14 September 2021
The first two weeks of September have seen records shattered in the GB power market day after day, with day ahead prices clearing at £2,500/MWh on Nordpool for Wednesday 15th September, breaking the all-time record set just 24 hours before at £1,750/MWh.
In this blog, I take a look back at some of the numbers behind the (previously) record breaking events of Thursday 9th September and what it means for the approaching winter. Amidst a backdrop of already high prices due to rising global gas and carbon costs, GB saw day ahead prices hit £867/MWh. Within day, power was being traded at the market cap of £3,000/MWh on the EPEX platform for multiple hours (causing EPEX to increase this cap to £6,000/MWh on Friday), while the system price (cash-out) hit an all-time record of £4037.80/MWh as National Grid were forced to call upon units at very high prices to ensure supply met demand.
So why did this warm September day turn out to be the single most expensive day of balancing actions ever observed in GB, at a colossal cost of £38m?
Wind has been very low for this time of year
The first two weeks of September 2021 have seen unseasonably low wind. The chart below shows the cumulative distribution of wind load factors observed for the last six years. Here we define the load factor as the wind generation in each period divided by the maximum wind generation seen that year. The first two weeks of September 2021 are strikingly anomalous, with 50% of periods seeing wind generation at less than 15% of the annual maximum, and 92% of half hours seeing wind generation of less than 25% of the annual maximum. The impact on the GB power system is heightened compared to earlier years because the system is much more reliant on wind than previously seen, as the UK seeks to decarbonise the power sector. This trend is only set to grow as the UK targets 40GW of offshore wind capacity by 2030, and brings forward the debate on when longer duration storage will be needed to back up continuously long periods of low wind output in a system more reliant on wind.
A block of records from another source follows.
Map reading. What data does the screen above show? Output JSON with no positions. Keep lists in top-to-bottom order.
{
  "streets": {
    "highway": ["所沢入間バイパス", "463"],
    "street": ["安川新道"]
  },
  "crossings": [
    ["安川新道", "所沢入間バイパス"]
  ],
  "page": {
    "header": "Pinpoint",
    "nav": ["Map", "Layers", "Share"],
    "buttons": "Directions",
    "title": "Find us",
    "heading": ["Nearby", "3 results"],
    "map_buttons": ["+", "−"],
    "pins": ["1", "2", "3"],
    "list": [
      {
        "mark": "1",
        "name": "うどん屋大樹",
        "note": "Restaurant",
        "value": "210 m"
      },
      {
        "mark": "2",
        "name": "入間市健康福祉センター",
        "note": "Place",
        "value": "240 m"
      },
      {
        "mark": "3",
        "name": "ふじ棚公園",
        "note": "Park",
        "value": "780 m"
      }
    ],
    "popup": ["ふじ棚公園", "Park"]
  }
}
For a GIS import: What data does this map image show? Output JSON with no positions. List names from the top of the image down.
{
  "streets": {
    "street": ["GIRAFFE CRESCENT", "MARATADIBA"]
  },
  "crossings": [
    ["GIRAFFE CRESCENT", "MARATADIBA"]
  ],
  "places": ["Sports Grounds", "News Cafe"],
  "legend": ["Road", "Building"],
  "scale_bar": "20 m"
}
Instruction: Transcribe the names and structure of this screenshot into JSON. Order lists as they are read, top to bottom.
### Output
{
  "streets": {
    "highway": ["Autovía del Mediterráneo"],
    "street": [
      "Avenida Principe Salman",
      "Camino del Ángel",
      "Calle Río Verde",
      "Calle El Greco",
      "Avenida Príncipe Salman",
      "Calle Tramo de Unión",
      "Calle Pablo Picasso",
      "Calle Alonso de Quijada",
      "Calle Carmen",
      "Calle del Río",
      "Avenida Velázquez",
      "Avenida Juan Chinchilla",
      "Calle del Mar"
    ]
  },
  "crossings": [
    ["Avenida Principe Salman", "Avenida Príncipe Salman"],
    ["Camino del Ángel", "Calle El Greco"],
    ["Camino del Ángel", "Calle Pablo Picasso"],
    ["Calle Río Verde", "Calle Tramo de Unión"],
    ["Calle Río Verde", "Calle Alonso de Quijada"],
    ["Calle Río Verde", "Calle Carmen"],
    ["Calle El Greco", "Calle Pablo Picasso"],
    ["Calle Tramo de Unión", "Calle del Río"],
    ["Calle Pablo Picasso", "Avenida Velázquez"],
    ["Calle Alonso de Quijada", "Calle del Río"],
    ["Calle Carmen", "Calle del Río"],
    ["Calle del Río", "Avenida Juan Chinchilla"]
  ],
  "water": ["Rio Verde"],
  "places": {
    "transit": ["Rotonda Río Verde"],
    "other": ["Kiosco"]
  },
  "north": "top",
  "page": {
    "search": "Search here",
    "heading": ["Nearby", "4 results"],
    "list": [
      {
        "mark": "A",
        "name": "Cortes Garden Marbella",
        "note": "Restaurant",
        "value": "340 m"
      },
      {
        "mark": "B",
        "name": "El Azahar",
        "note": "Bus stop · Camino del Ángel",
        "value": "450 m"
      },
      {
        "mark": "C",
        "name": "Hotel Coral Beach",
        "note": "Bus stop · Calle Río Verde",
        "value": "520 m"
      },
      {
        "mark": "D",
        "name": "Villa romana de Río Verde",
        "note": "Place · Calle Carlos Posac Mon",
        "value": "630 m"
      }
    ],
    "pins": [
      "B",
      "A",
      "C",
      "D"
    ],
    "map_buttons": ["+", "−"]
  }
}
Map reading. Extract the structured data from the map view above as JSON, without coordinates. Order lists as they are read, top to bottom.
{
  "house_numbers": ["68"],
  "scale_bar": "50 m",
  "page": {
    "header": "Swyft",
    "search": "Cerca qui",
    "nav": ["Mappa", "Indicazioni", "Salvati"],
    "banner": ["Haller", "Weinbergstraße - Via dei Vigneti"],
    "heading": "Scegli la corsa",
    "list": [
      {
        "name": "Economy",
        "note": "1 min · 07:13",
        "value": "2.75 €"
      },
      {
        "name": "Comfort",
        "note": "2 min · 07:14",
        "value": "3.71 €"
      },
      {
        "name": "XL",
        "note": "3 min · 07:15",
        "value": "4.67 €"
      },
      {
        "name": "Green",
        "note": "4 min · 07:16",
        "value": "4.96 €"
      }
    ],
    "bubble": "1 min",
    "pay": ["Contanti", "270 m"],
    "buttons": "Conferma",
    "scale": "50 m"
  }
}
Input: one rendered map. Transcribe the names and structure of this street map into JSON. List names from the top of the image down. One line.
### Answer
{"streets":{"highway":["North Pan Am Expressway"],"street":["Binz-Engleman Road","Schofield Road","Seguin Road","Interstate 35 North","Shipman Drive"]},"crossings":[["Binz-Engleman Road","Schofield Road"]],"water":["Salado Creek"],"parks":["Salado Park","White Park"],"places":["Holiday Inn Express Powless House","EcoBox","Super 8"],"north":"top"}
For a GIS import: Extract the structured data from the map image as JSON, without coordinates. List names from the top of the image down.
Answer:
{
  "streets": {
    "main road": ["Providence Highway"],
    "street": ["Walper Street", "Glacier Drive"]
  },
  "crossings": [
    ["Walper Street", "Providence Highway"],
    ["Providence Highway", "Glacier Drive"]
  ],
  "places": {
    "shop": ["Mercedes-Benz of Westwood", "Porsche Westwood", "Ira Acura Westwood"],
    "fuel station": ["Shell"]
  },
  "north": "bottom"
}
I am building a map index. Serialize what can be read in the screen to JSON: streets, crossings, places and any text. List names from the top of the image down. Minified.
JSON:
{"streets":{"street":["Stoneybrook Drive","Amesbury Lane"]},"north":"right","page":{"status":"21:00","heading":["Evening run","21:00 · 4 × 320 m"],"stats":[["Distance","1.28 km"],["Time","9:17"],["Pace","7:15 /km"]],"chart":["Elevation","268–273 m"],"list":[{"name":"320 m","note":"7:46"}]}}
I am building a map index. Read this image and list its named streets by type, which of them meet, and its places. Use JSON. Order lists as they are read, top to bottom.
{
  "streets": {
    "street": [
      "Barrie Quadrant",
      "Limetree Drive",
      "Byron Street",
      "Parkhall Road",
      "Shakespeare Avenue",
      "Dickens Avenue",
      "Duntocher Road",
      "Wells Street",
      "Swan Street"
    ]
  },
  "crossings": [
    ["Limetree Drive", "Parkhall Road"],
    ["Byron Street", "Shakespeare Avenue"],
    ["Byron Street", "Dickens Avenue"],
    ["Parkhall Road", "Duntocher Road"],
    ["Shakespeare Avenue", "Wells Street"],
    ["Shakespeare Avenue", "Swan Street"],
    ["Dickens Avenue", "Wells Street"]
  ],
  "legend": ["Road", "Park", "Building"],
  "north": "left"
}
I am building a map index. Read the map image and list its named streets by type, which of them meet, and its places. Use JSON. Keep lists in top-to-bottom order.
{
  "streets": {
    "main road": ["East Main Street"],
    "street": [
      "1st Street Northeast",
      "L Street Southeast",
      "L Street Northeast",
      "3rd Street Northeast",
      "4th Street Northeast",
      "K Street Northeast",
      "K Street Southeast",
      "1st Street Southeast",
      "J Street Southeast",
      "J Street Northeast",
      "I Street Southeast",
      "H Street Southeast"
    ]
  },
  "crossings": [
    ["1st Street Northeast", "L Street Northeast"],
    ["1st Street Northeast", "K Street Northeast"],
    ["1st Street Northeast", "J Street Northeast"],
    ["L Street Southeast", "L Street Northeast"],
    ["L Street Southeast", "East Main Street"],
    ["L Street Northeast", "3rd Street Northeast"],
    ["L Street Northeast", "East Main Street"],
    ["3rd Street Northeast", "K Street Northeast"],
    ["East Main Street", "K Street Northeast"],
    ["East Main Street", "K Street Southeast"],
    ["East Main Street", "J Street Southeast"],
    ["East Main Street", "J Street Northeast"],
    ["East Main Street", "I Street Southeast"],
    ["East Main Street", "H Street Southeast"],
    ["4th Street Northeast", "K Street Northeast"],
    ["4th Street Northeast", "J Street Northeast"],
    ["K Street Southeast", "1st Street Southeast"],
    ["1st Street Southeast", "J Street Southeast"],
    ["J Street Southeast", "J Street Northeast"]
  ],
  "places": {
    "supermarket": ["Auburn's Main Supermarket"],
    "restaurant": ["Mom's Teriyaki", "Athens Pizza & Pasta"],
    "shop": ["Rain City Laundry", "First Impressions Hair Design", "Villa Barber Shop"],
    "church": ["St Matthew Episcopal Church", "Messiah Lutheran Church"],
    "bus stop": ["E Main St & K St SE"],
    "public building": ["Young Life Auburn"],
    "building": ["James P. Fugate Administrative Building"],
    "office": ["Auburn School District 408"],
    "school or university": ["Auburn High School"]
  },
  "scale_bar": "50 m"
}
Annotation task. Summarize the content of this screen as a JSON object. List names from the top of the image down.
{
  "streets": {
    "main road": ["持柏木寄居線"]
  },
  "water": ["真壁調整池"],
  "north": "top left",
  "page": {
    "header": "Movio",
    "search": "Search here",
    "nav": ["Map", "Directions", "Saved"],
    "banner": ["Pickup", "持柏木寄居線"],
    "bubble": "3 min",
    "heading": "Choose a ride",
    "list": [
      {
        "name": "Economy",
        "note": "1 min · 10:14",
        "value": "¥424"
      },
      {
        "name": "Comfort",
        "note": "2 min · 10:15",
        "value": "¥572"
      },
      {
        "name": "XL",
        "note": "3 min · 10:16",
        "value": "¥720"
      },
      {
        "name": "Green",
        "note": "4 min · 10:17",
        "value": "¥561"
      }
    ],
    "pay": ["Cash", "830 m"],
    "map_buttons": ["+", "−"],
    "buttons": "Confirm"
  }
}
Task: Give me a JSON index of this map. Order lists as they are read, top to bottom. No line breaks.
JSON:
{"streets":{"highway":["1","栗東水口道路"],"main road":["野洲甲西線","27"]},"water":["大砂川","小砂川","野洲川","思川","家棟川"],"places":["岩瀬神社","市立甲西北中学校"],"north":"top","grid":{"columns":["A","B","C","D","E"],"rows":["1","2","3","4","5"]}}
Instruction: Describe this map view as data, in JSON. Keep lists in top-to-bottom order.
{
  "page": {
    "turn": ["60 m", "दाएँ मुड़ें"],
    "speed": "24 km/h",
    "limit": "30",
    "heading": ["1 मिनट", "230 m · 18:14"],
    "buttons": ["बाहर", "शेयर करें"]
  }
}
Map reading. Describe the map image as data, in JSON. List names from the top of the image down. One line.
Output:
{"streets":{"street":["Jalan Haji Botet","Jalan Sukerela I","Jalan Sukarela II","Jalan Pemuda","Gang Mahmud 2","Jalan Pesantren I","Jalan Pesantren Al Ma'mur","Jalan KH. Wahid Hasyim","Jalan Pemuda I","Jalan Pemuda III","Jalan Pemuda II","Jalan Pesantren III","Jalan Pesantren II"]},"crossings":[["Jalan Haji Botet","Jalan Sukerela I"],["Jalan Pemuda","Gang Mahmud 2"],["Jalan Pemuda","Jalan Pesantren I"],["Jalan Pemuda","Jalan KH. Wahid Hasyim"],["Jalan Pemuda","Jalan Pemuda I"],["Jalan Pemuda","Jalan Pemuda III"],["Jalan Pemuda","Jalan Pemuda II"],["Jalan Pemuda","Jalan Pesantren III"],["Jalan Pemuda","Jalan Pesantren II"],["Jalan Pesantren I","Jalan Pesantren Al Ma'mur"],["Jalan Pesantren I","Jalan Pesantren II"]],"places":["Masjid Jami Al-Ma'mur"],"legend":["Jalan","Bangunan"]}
There were a lot of units unavailable
Summer is usually a time when we see low demand and low prices, so plant that require maintenance take this opportunity to undergo any maintenance required to be ready for the winter period. These planned outages have taken over 17GW of capacity out of the market from a combination of coal, CCGT, biomass and nuclear units. This includes the mothballed Calon assets, which the market is still struggling to cover. Additionally, earlier in the week an outage occurred on the GB-France interconnector (IFA1), taking another 500MW out of the market. Extremely tight market conditions in Ireland meant that electricity trading on the Moyle interconnector was also suspended, preventing any exports to GB, while the Nemo interconnector from Belgium was also not fully importing. Finally, some flexible assets identified that the market would be very tight, and opted not to enter the wholesale market, instead chancing that they’d be needed at higher prices in the balancing mechanism.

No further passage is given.